▶ Exercise aim
Each line that has the string "controls" must be copied from the records below.

▶ Raw data

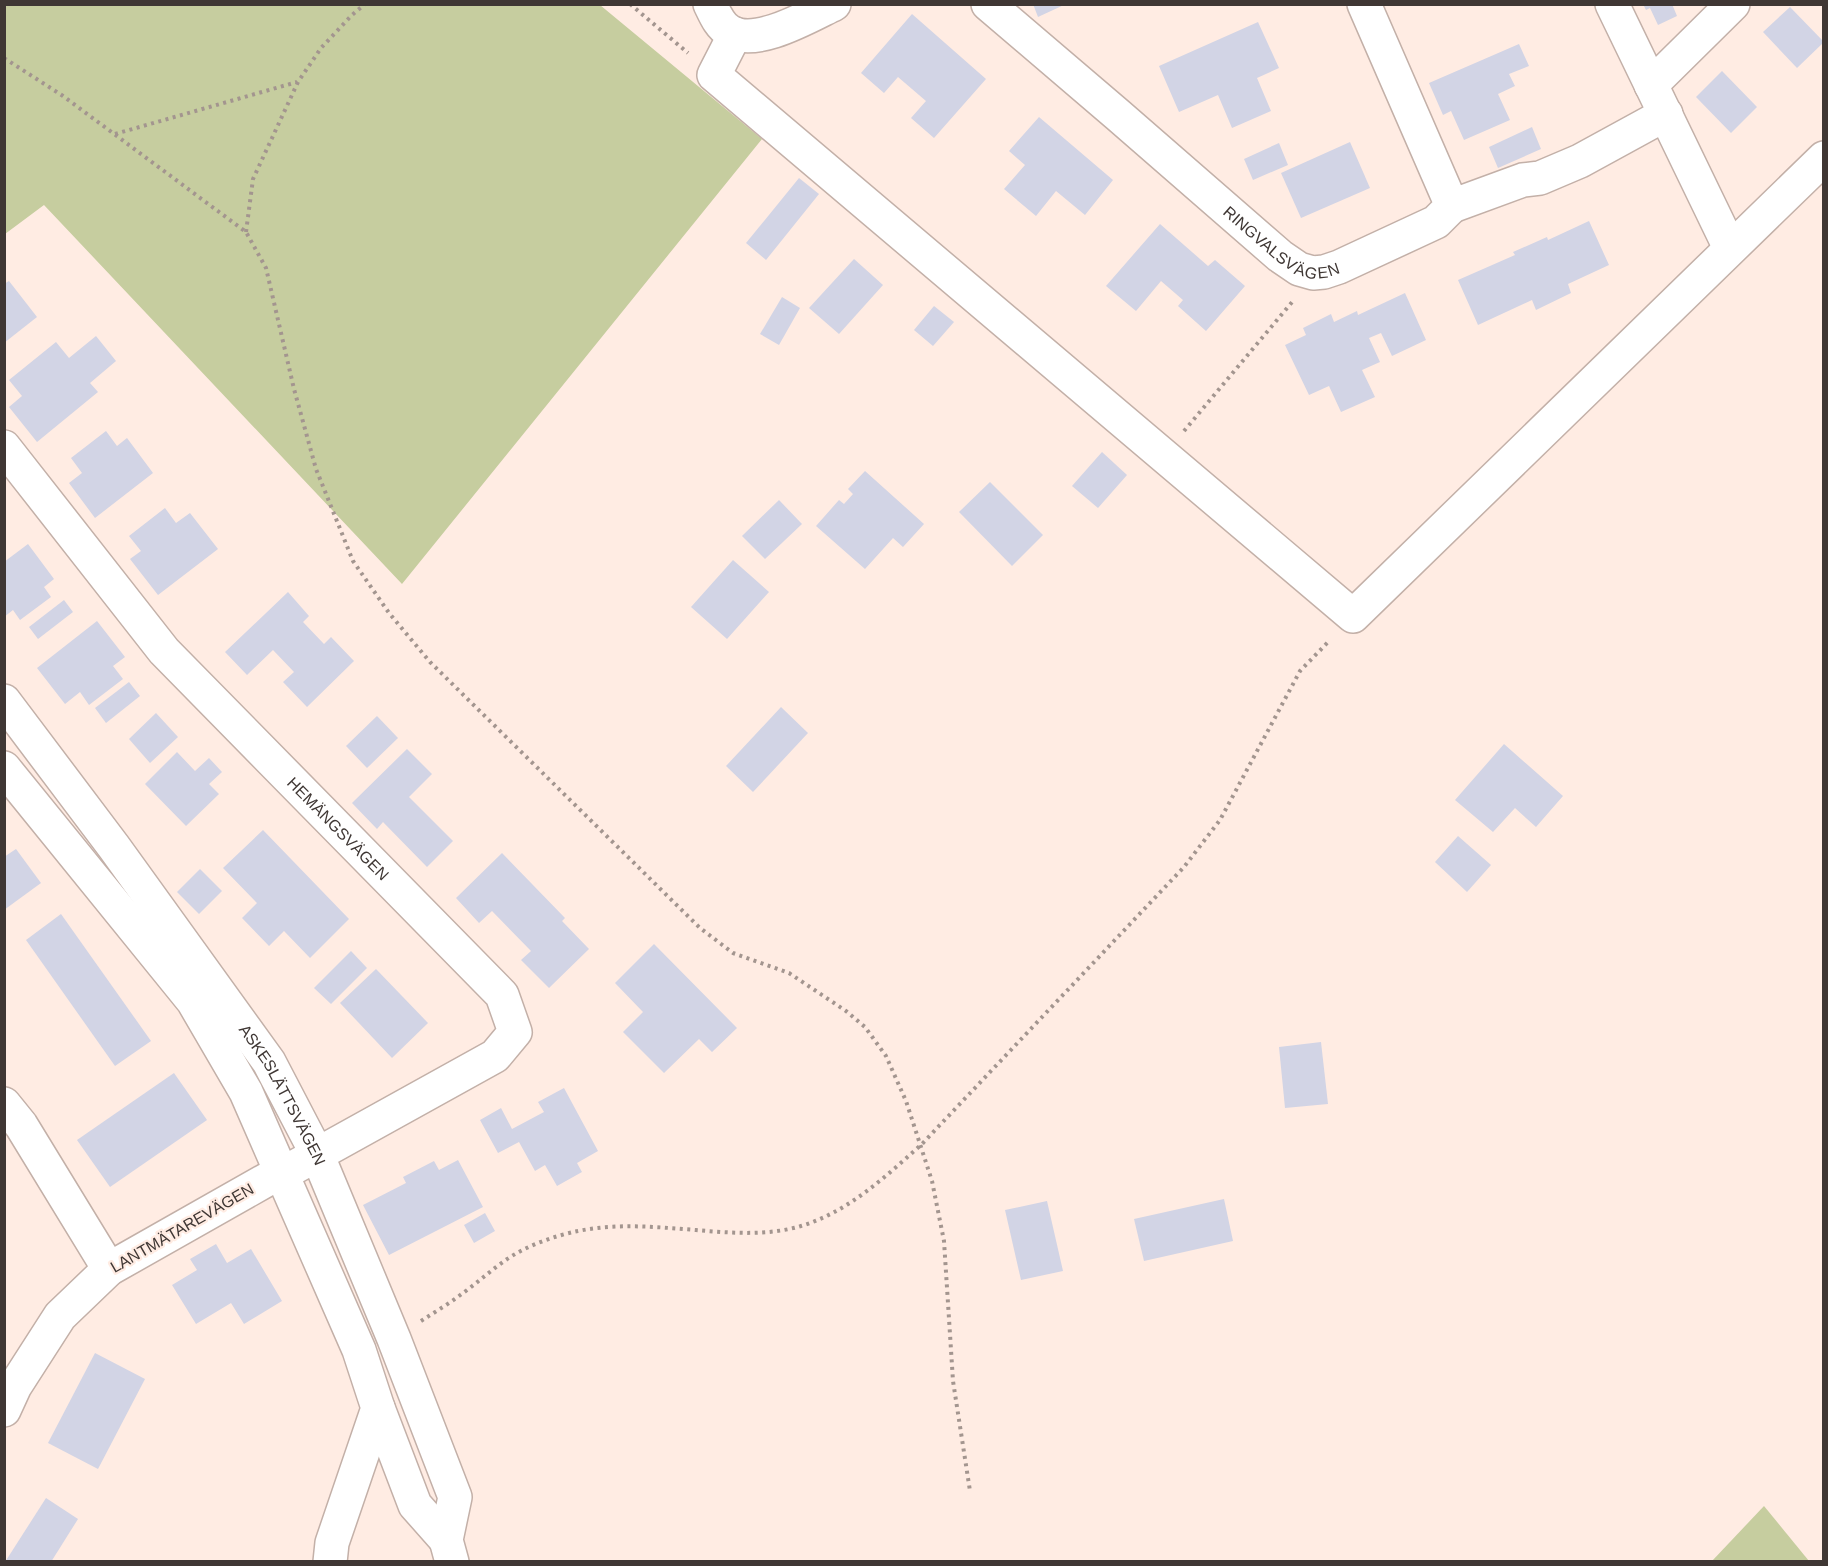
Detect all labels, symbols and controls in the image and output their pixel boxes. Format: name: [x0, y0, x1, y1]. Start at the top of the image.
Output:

==

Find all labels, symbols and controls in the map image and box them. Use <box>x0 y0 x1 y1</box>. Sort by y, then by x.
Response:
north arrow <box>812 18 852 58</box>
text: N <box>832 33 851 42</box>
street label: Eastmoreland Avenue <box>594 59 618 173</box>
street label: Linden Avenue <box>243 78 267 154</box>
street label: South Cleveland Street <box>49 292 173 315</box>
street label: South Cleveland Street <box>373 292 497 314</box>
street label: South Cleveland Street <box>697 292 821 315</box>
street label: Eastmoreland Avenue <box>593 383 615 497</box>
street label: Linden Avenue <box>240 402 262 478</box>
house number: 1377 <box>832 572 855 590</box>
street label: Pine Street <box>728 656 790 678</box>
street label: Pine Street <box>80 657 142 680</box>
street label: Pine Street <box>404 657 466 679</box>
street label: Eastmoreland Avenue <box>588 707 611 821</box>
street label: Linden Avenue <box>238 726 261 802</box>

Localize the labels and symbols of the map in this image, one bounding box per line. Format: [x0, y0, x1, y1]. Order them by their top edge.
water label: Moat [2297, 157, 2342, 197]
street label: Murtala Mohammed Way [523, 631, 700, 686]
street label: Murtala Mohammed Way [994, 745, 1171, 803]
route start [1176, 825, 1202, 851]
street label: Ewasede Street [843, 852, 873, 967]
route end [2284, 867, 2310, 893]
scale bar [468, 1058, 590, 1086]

▶ Exercise solution
Detect all labels, symbols and controls in the image and output their pixel boxes. Format: name: [x0, y0, x1, y1]. Start at the top of the image.
Find all labels, symbols and controls in the map image and box them. Use <box>x0 y0 x1 y1</box>. Sort by y, then by x.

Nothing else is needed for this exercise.